> _WORK REQUIRED_: Skip any pictures. Repeat the data exactly, from its first line through the line that holds "filter:drop-shadow(0 0 1px", both included.
==============================
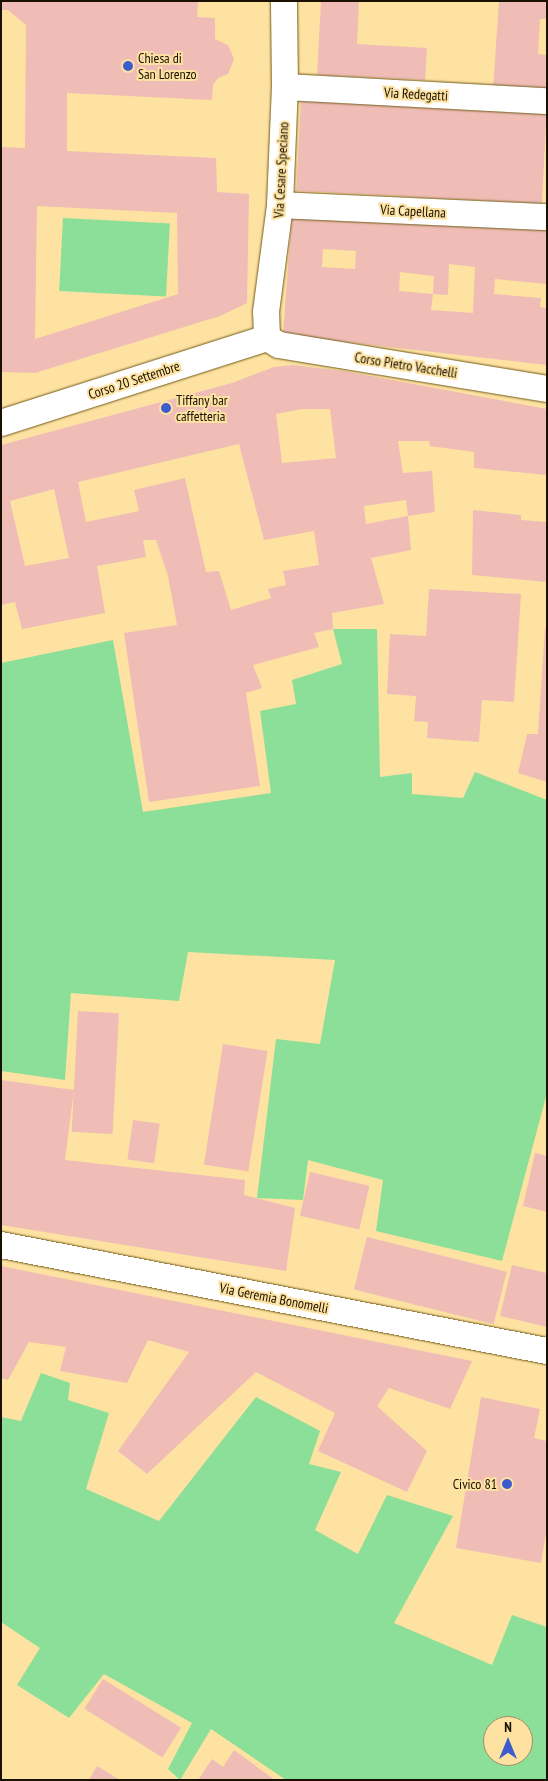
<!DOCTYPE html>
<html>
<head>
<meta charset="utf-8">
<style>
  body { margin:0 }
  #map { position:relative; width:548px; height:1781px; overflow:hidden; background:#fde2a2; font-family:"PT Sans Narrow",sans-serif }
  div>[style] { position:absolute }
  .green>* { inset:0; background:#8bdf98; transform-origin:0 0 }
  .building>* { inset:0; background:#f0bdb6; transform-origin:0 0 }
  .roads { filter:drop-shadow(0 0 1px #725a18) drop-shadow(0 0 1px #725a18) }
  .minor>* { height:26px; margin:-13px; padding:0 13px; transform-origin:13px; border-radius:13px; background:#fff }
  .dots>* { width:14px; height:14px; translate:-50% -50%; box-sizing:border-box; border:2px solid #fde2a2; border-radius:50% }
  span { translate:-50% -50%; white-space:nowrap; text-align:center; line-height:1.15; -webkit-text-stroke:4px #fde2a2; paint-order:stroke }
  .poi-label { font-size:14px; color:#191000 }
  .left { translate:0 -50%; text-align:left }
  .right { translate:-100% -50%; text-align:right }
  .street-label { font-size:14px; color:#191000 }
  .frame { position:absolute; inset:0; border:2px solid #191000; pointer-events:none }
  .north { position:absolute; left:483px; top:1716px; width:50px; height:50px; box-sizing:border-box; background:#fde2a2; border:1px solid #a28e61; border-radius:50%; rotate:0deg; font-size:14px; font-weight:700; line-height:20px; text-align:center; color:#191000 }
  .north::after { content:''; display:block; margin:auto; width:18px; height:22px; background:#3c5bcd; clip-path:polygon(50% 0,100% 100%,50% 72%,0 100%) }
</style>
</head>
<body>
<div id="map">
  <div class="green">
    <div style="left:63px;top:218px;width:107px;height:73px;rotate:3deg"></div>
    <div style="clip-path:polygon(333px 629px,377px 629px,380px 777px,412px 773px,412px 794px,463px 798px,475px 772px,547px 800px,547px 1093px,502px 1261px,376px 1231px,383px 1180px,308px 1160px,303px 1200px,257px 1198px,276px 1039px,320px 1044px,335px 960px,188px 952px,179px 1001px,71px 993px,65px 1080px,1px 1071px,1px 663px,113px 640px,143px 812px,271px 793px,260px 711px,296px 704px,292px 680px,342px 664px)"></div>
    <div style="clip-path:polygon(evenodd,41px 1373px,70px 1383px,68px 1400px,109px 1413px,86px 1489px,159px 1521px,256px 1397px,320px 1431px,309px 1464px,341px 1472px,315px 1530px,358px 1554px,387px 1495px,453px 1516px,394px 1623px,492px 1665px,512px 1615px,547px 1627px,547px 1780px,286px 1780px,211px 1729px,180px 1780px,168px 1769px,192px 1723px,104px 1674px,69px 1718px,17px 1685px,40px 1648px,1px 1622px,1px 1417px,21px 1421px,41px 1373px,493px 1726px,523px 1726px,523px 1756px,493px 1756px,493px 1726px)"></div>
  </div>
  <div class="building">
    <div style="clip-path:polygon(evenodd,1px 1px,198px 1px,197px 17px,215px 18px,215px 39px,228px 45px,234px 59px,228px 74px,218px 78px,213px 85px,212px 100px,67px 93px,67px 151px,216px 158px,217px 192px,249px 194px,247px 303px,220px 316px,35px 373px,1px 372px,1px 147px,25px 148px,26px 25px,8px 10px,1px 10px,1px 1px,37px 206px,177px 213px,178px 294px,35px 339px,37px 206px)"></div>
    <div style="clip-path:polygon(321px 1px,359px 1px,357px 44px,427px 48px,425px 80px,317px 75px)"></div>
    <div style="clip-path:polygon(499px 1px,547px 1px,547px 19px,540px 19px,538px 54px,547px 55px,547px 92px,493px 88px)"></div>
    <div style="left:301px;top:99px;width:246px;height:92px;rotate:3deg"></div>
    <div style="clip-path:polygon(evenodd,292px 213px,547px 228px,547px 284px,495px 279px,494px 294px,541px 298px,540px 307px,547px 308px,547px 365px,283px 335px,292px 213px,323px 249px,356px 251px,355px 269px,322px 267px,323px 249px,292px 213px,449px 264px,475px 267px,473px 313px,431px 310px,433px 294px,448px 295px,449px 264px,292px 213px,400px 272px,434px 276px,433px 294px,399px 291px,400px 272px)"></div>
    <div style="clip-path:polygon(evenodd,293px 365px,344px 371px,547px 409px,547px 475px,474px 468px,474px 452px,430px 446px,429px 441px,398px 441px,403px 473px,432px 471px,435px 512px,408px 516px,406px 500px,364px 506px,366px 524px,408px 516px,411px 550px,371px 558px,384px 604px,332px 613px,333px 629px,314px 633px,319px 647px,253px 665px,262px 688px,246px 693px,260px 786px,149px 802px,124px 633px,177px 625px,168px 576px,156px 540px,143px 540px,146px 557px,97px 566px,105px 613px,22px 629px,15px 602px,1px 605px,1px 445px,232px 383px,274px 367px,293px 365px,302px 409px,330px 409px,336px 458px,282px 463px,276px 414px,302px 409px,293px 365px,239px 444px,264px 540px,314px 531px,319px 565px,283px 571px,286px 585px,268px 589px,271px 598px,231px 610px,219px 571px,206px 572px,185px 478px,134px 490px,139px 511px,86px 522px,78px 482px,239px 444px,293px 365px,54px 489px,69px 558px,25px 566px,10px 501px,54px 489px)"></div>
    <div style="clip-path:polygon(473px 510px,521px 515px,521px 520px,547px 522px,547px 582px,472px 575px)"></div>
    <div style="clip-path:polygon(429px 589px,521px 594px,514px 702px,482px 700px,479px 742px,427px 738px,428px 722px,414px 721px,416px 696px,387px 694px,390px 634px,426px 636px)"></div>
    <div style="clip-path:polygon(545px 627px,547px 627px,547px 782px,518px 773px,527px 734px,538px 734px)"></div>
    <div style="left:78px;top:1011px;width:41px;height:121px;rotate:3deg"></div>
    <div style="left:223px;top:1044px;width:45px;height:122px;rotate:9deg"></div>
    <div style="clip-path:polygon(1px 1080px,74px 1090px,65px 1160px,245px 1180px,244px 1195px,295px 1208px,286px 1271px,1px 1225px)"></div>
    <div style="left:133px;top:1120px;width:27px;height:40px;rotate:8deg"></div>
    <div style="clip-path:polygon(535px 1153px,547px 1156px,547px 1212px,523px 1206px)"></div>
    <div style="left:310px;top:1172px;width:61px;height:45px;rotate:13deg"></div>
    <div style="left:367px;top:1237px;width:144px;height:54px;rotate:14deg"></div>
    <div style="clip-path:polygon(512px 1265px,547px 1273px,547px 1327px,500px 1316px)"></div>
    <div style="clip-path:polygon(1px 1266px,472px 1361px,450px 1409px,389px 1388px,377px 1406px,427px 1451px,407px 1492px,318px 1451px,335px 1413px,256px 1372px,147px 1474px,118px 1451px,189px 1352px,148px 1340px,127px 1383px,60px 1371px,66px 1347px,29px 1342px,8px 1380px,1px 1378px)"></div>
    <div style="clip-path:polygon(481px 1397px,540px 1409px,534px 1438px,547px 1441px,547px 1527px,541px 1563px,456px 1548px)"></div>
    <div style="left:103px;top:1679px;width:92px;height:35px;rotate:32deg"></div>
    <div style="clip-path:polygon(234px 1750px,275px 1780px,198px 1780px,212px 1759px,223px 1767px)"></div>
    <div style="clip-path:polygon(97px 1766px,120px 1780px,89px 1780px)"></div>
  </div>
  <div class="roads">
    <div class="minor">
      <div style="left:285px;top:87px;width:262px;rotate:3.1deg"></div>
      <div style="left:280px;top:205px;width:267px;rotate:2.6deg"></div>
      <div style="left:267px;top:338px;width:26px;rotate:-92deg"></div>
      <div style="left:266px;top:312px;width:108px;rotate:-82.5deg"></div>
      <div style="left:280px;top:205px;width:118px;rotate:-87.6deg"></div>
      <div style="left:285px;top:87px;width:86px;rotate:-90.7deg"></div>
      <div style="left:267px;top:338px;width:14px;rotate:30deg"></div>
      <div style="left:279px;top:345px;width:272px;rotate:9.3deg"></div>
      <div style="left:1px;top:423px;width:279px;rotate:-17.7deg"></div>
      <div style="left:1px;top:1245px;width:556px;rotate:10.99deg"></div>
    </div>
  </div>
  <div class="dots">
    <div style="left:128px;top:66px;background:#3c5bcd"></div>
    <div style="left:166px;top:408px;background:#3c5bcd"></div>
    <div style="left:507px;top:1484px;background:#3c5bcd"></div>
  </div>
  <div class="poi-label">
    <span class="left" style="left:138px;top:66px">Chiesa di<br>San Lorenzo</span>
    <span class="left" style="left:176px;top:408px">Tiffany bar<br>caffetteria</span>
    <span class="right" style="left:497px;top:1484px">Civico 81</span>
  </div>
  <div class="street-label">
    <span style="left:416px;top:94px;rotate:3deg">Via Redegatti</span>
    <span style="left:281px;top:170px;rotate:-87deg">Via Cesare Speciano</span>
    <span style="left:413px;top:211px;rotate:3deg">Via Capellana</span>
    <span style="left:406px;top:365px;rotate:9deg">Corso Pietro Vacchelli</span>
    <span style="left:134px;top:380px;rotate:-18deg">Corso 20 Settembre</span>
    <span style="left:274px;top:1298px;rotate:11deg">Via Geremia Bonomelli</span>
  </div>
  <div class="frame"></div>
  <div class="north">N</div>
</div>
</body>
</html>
==============================
> _RESULT BELOW_:
<!DOCTYPE html>
<html>
<head>
<meta charset="utf-8">
<style>
  body { margin:0 }
  #map { position:relative; width:548px; height:1781px; overflow:hidden; background:#fde2a2; font-family:"PT Sans Narrow",sans-serif }
  div>[style] { position:absolute }
  .green>* { inset:0; background:#8bdf98; transform-origin:0 0 }
  .building>* { inset:0; background:#f0bdb6; transform-origin:0 0 }
  .roads { filter:drop-shadow(0 0 1px #725a18) drop-shadow(0 0 1px #725a18) }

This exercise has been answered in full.